- Data
[Start of Attachment]
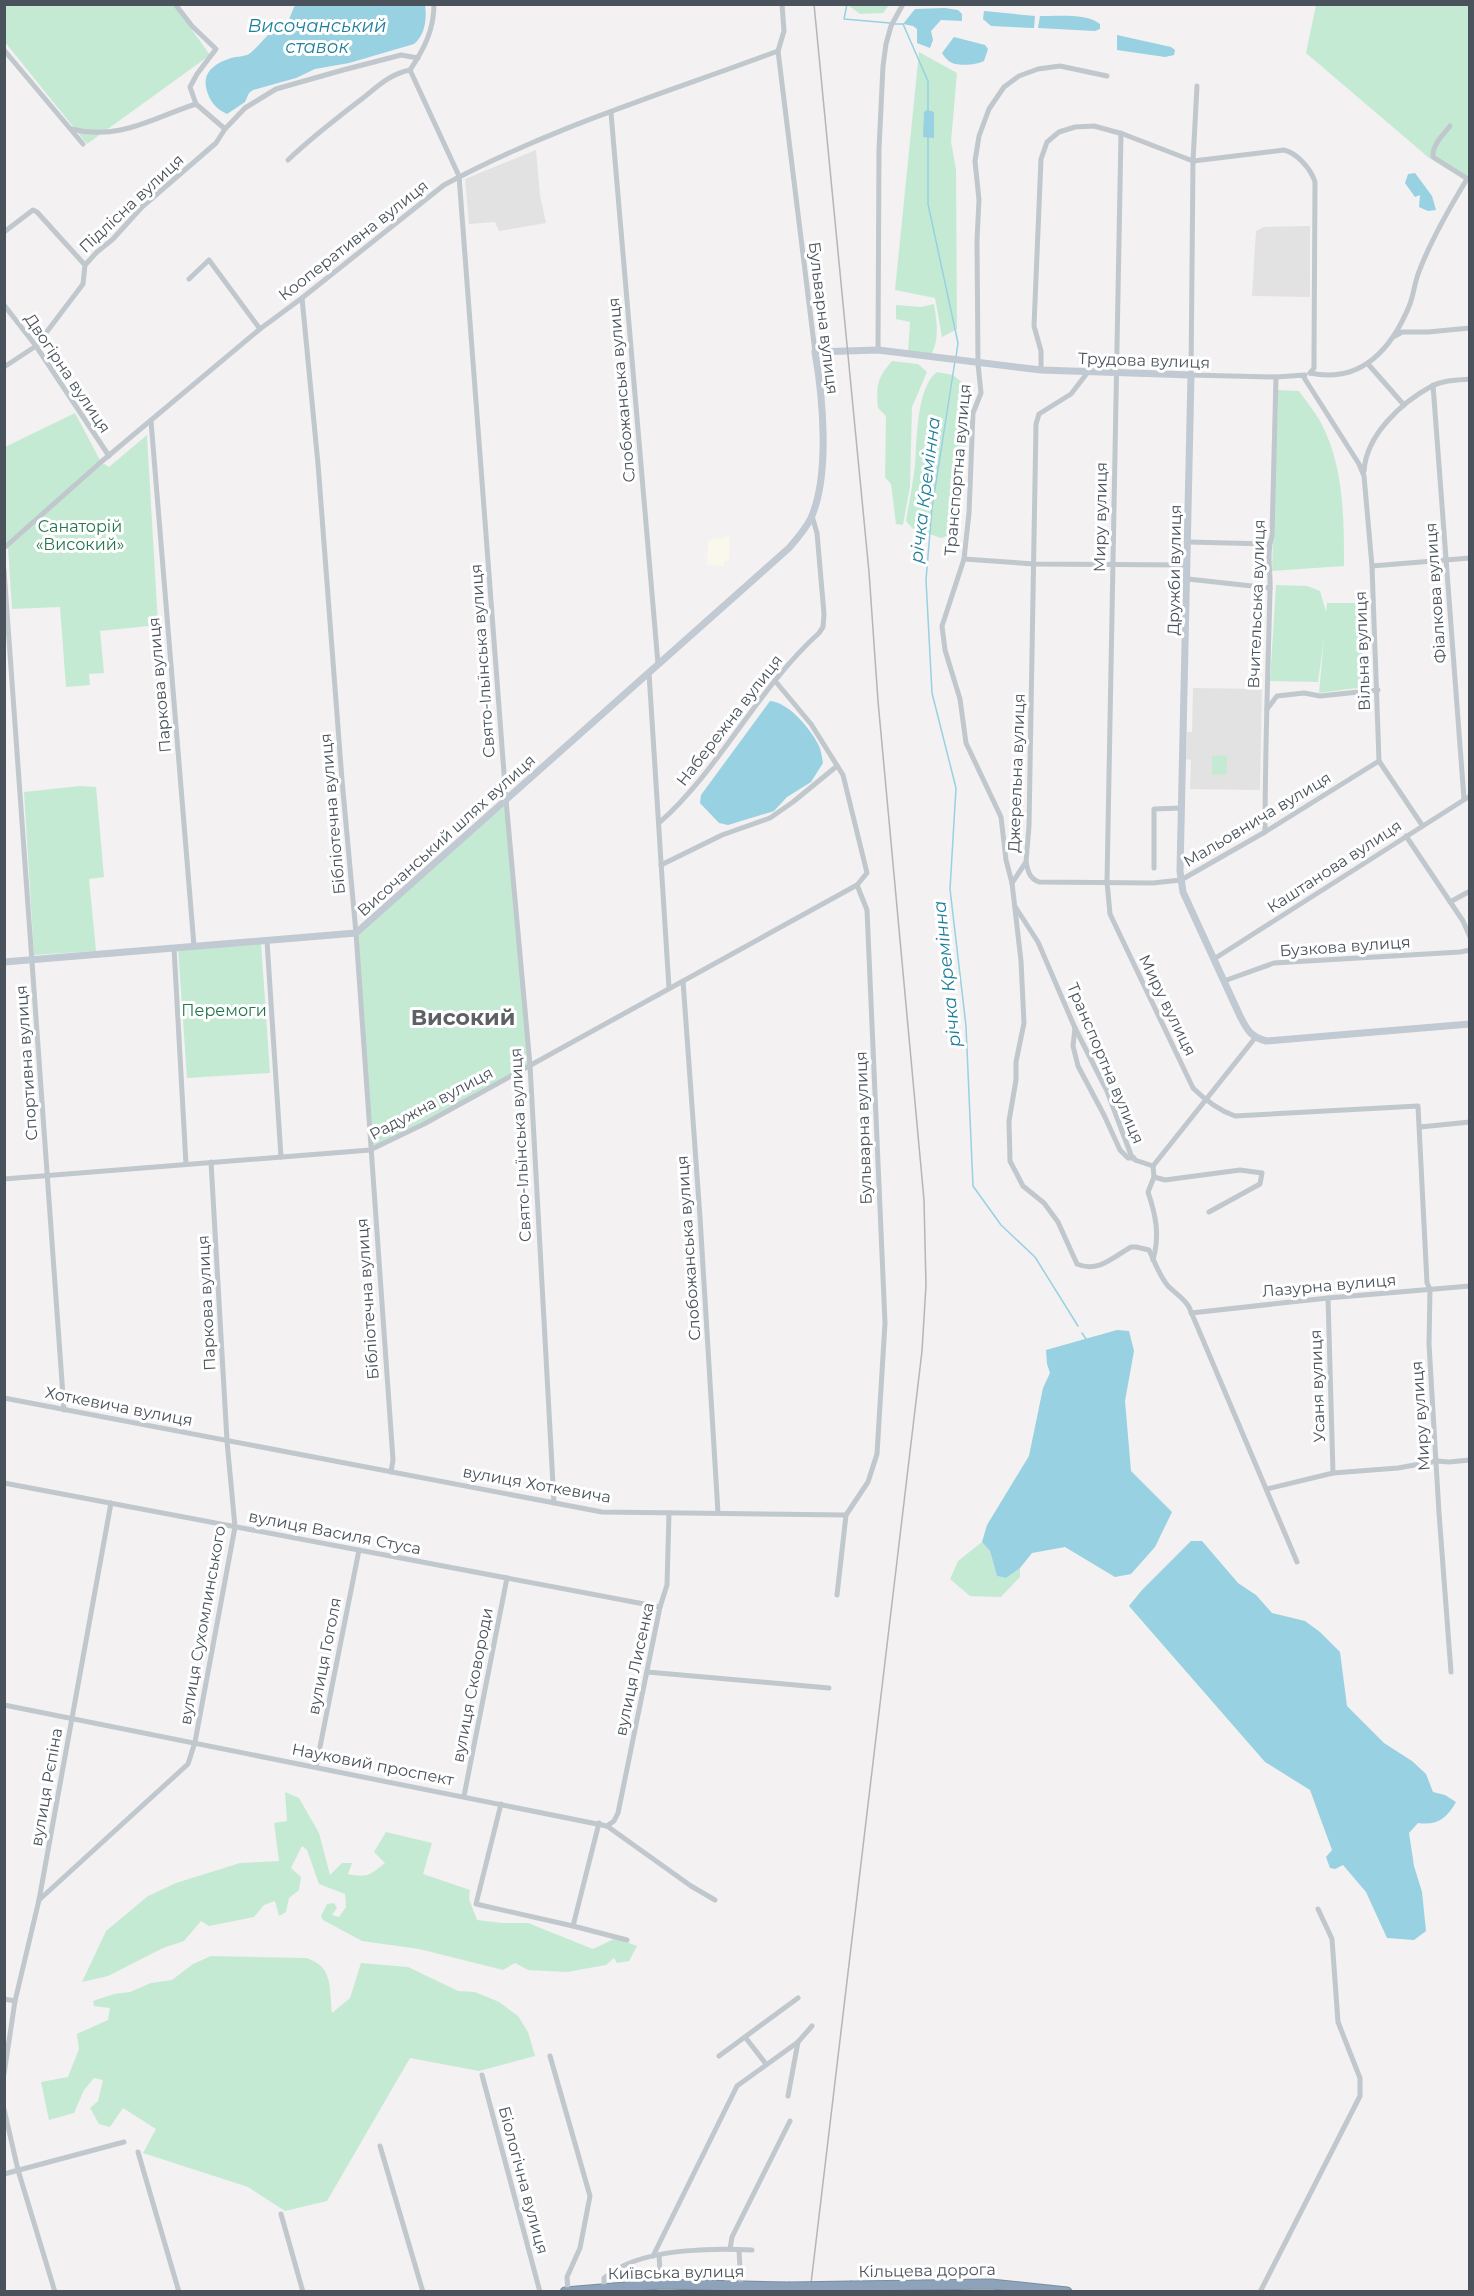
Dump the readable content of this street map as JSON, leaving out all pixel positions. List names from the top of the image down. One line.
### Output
{"streets":{"highway":["Кільцева дорога","Київська вулиця"],"street":["Підлісна вулиця","Кооперативна вулиця","Бульварна вулиця","Трудова вулиця","Двогірна вулиця","Слобожанська вулиця","Транспортна вулиця","Миру вулиця","Дружби вулиця","Фіалкова вулиця","Вчительська вулиця","Вільна вулиця","Свято-Ільїнська вулиця","Паркова вулиця","Набережна вулиця","Джерельна вулиця","Бібліотечна вулиця","Мальовнича вулиця","Височанський шлях вулиця","Каштанова вулиця","Бузкова вулиця","Спортивна вулиця","Радужна вулиця","Лазурна вулиця","Усаня вулиця","Хоткевича вулиця","вулиця Хоткевича","вулиця Василя Стуса","вулиця Сухомлинського","вулиця Гоголя","вулиця Лисенка","вулиця Сковороди","Науковий проспект","вулиця Рєпіна","Біологічна вулиця"]},"crossings":[["Підлісна вулиця","Двогірна вулиця"],["Кооперативна вулиця","Бульварна вулиця"],["Кооперативна вулиця","Двогірна вулиця"],["Кооперативна вулиця","Слобожанська вулиця"],["Кооперативна вулиця","Свято-Ільїнська вулиця"],["Кооперативна вулиця","Паркова вулиця"],["Кооперативна вулиця","Бібліотечна вулиця"],["Бульварна вулиця","Трудова вулиця"],["Бульварна вулиця","Набережна вулиця"],["Бульварна вулиця","Височанський шлях вулиця"],["Бульварна вулиця","Радужна вулиця"],["Бульварна вулиця","вулиця Хоткевича"],["Трудова вулиця","Транспортна вулиця"],["Трудова вулиця","Миру вулиця"],["Трудова вулиця","Дружби вулиця"],["Трудова вулиця","Вчительська вулиця"],["Трудова вулиця","Вільна вулиця"],["Трудова вулиця","Джерельна вулиця"],["Слобожанська вулиця","Височанський шлях вулиця"],["Слобожанська вулиця","Радужна вулиця"],["Слобожанська вулиця","вулиця Хоткевича"],["Транспортна вулиця","Джерельна вулиця"],["Миру вулиця","Мальовнича вулиця"],["Миру вулиця","Лазурна вулиця"],["Дружби вулиця","Мальовнича вулиця"],["Дружби вулиця","Каштанова вулиця"],["Дружби вулиця","Бузкова вулиця"],["Фіалкова вулиця","Каштанова вулиця"],["Вчительська вулиця","Мальовнича вулиця"],["Вільна вулиця","Мальовнича вулиця"],["Свято-Ільїнська вулиця","Височанський шлях вулиця"],["Свято-Ільїнська вулиця","Радужна вулиця"],["Свято-Ільїнська вулиця","вулиця Хоткевича"],["Паркова вулиця","Височанський шлях вулиця"],["Паркова вулиця","Радужна вулиця"],["Паркова вулиця","Хоткевича вулиця"],["Паркова вулиця","вулиця Хоткевича"],["Паркова вулиця","вулиця Сухомлинського"],["Джерельна вулиця","Мальовнича вулиця"],["Бібліотечна вулиця","Височанський шлях вулиця"],["Бібліотечна вулиця","Радужна вулиця"],["Бібліотечна вулиця","вулиця Хоткевича"],["Височанський шлях вулиця","Спортивна вулиця"],["Спортивна вулиця","Радужна вулиця"],["Спортивна вулиця","Хоткевича вулиця"],["Лазурна вулиця","Усаня вулиця"],["Хоткевича вулиця","вулиця Хоткевича"],["Хоткевича вулиця","вулиця Сухомлинського"],["вулиця Хоткевича","вулиця Сухомлинського"],["вулиця Хоткевича","вулиця Лисенка"],["вулиця Василя Стуса","вулиця Сухомлинського"],["вулиця Василя Стуса","вулиця Гоголя"],["вулиця Василя Стуса","вулиця Лисенка"],["вулиця Василя Стуса","вулиця Сковороди"],["вулиця Василя Стуса","вулиця Рєпіна"],["вулиця Сухомлинського","Науковий проспект"],["вулиця Сухомлинського","вулиця Рєпіна"],["вулиця Гоголя","Науковий проспект"],["вулиця Лисенка","Науковий проспект"],["вулиця Сковороди","Науковий проспект"],["Науковий проспект","вулиця Рєпіна"],["Кільцева дорога","Київська вулиця"]],"districts":["Високий"],"water":["Височанський ставок","річка Кремінна"],"parks":["Санаторій «Високий»","Перемоги"]}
[End of Attachment]
Skip the images and set down the rest of the data unchanged.

- Reply to the exercise
Dump the readable content of this street map as JSON, leaving out all pixel positions. List names from the top of the image down. One line.
### Output
{"streets":{"highway":["Кільцева дорога","Київська вулиця"],"street":["Підлісна вулиця","Кооперативна вулиця","Бульварна вулиця","Трудова вулиця","Двогірна вулиця","Слобожанська вулиця","Транспортна вулиця","Миру вулиця","Дружби вулиця","Фіалкова вулиця","Вчительська вулиця","Вільна вулиця","Свято-Ільїнська вулиця","Паркова вулиця","Набережна вулиця","Джерельна вулиця","Бібліотечна вулиця","Мальовнича вулиця","Височанський шлях вулиця","Каштанова вулиця","Бузкова вулиця","Спортивна вулиця","Радужна вулиця","Лазурна вулиця","Усаня вулиця","Хоткевича вулиця","вулиця Хоткевича","вулиця Василя Стуса","вулиця Сухомлинського","вулиця Гоголя","вулиця Лисенка","вулиця Сковороди","Науковий проспект","вулиця Рєпіна","Біологічна вулиця"]},"crossings":[["Підлісна вулиця","Двогірна вулиця"],["Кооперативна вулиця","Бульварна вулиця"],["Кооперативна вулиця","Двогірна вулиця"],["Кооперативна вулиця","Слобожанська вулиця"],["Кооперативна вулиця","Свято-Ільїнська вулиця"],["Кооперативна вулиця","Паркова вулиця"],["Кооперативна вулиця","Бібліотечна вулиця"],["Бульварна вулиця","Трудова вулиця"],["Бульварна вулиця","Набережна вулиця"],["Бульварна вулиця","Височанський шлях вулиця"],["Бульварна вулиця","Радужна вулиця"],["Бульварна вулиця","вулиця Хоткевича"],["Трудова вулиця","Транспортна вулиця"],["Трудова вулиця","Миру вулиця"],["Трудова вулиця","Дружби вулиця"],["Трудова вулиця","Вчительська вулиця"],["Трудова вулиця","Вільна вулиця"],["Трудова вулиця","Джерельна вулиця"],["Слобожанська вулиця","Височанський шлях вулиця"],["Слобожанська вулиця","Радужна вулиця"],["Слобожанська вулиця","вулиця Хоткевича"],["Транспортна вулиця","Джерельна вулиця"],["Миру вулиця","Мальовнича вулиця"],["Миру вулиця","Лазурна вулиця"],["Дружби вулиця","Мальовнича вулиця"],["Дружби вулиця","Каштанова вулиця"],["Дружби вулиця","Бузкова вулиця"],["Фіалкова вулиця","Каштанова вулиця"],["Вчительська вулиця","Мальовнича вулиця"],["Вільна вулиця","Мальовнича вулиця"],["Свято-Ільїнська вулиця","Височанський шлях вулиця"],["Свято-Ільїнська вулиця","Радужна вулиця"],["Свято-Ільїнська вулиця","вулиця Хоткевича"],["Паркова вулиця","Височанський шлях вулиця"],["Паркова вулиця","Радужна вулиця"],["Паркова вулиця","Хоткевича вулиця"],["Паркова вулиця","вулиця Хоткевича"],["Паркова вулиця","вулиця Сухомлинського"],["Джерельна вулиця","Мальовнича вулиця"],["Бібліотечна вулиця","Височанський шлях вулиця"],["Бібліотечна вулиця","Радужна вулиця"],["Бібліотечна вулиця","вулиця Хоткевича"],["Височанський шлях вулиця","Спортивна вулиця"],["Спортивна вулиця","Радужна вулиця"],["Спортивна вулиця","Хоткевича вулиця"],["Лазурна вулиця","Усаня вулиця"],["Хоткевича вулиця","вулиця Хоткевича"],["Хоткевича вулиця","вулиця Сухомлинського"],["вулиця Хоткевича","вулиця Сухомлинського"],["вулиця Хоткевича","вулиця Лисенка"],["вулиця Василя Стуса","вулиця Сухомлинського"],["вулиця Василя Стуса","вулиця Гоголя"],["вулиця Василя Стуса","вулиця Лисенка"],["вулиця Василя Стуса","вулиця Сковороди"],["вулиця Василя Стуса","вулиця Рєпіна"],["вулиця Сухомлинського","Науковий проспект"],["вулиця Сухомлинського","вулиця Рєпіна"],["вулиця Гоголя","Науковий проспект"],["вулиця Лисенка","Науковий проспект"],["вулиця Сковороди","Науковий проспект"],["Науковий проспект","вулиця Рєпіна"],["Кільцева дорога","Київська вулиця"]],"districts":["Високий"],"water":["Височанський ставок","річка Кремінна"],"parks":["Санаторій «Високий»","Перемоги"]}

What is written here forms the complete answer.